I feel for your stress. I know. The uncertainty about your financial future is frightening. Plus, if you’ve been identifying with your job, the loss may feel like losing part of yourself.
In this post, I will show you how to turn this loss into the opportunity of your life. Specifically, I will share several tips that worked for me to get the job I wanted after I lost my own job. I will also tell you what NOT to do while you are feeling horrible (like, right now, probably). Finally, I will help you understand the situation from the spiritual perspective. (It’s a long post of approximately 3600 words. Please bookmark for your future reference.)

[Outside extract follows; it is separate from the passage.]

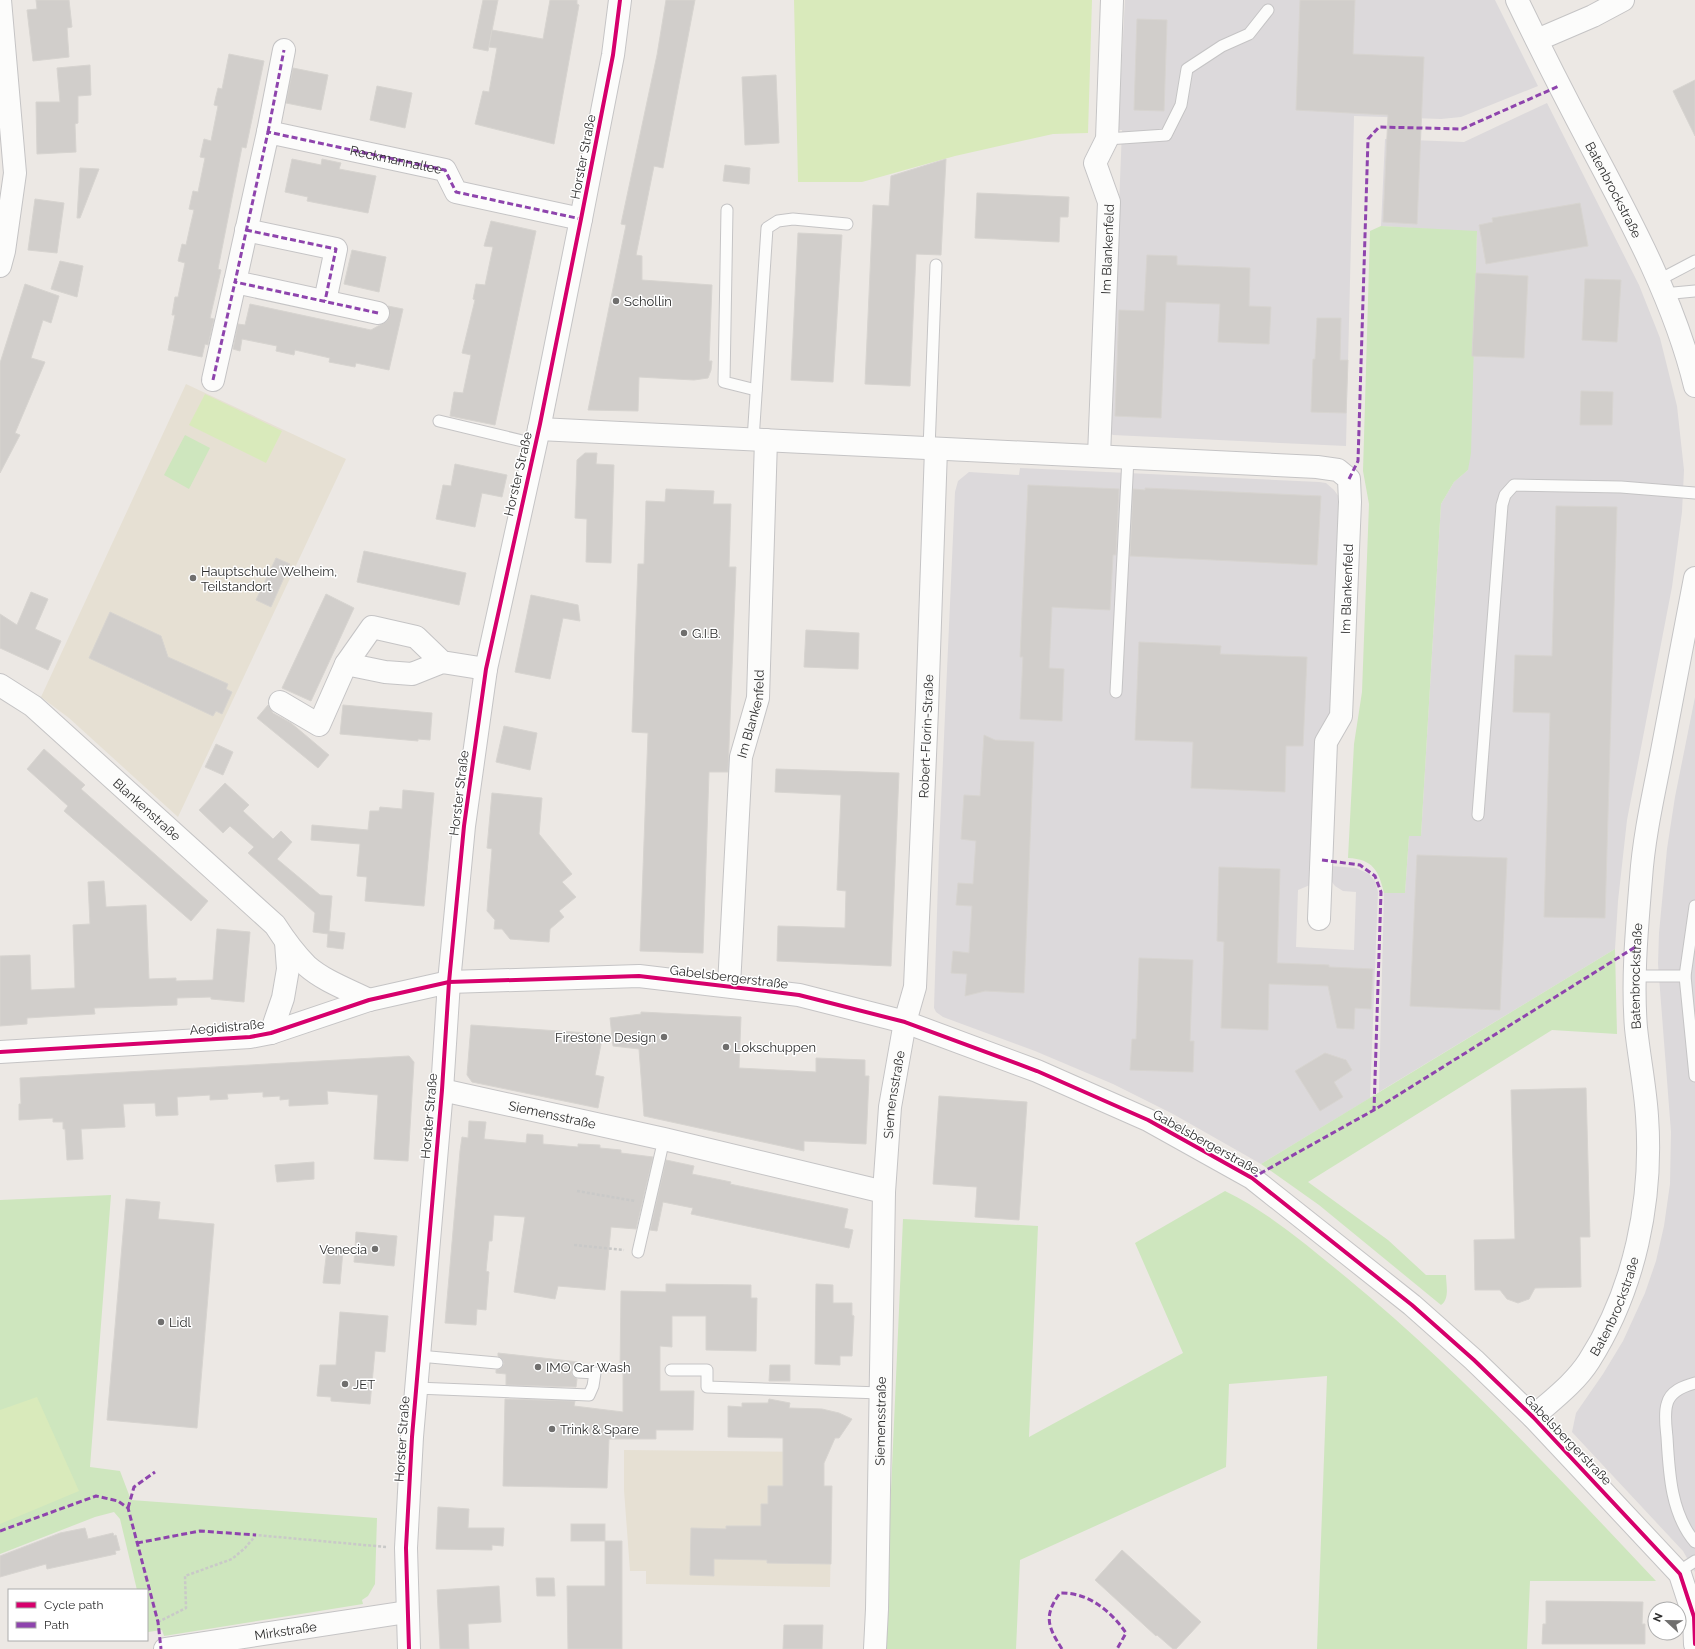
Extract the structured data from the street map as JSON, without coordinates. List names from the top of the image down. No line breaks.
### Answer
{"streets":{"street":["Horster Straße","Reckmannallee","Batenbrockstraße","Im Blankenfeld","Robert-Florin-Straße","Blankenstraße","Gabelsbergerstraße","Aegidistraße","Siemensstraße","Mirkstraße"]},"crossings":[["Horster Straße","Reckmannallee"],["Horster Straße","Im Blankenfeld"],["Horster Straße","Gabelsbergerstraße"],["Horster Straße","Aegidistraße"],["Horster Straße","Siemensstraße"],["Horster Straße","Mirkstraße"],["Batenbrockstraße","Gabelsbergerstraße"],["Im Blankenfeld","Robert-Florin-Straße"],["Im Blankenfeld","Gabelsbergerstraße"],["Robert-Florin-Straße","Gabelsbergerstraße"],["Robert-Florin-Straße","Siemensstraße"],["Blankenstraße","Aegidistraße"],["Gabelsbergerstraße","Aegidistraße"],["Gabelsbergerstraße","Siemensstraße"]],"places":["Schollin","Hauptschule Welheim, Teilstandort","G.I.B.","Firestone Design","Lokschuppen","Venecia","Lidl","IMO Car Wash","JET","Trink & Spare"],"legend":["Cycle path","Path"],"north":"left"}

Job loss recovery: What NOT to do while you are feeling horrible
Now if you just lost your job, you are in one (or more) of the following emotional conditions:
- Denial: This can’t happen to me. They’ll notice their mistake soon.
- Anger: How can they do this to me? I worked so hard, so long. I made so much sacrifice! (I heard the #1 cause of violent crimes at workplace is the anger by former employees. In the US, some of them actually go back to their old workplace with a gun. Please don’t do this.)
- Despair: I have no idea what to do. My life is over. (Ummm. . . no. Please stay put.)
- Reactive joy: Hey, I HATED that job anyway! This can’t hurt me. I’m going to go on a two week vacation to prove I’m okay. (As you can see, this is not a very smart choice, either)
Please be gentle with yourself. As time passes, you will calm down and be able to accept the reality as reality. It probably takes a few weeks. It’s kind of like mourning – it is a mourning of a significant loss – so if at all possible, spend sufficient time for your natural recovery.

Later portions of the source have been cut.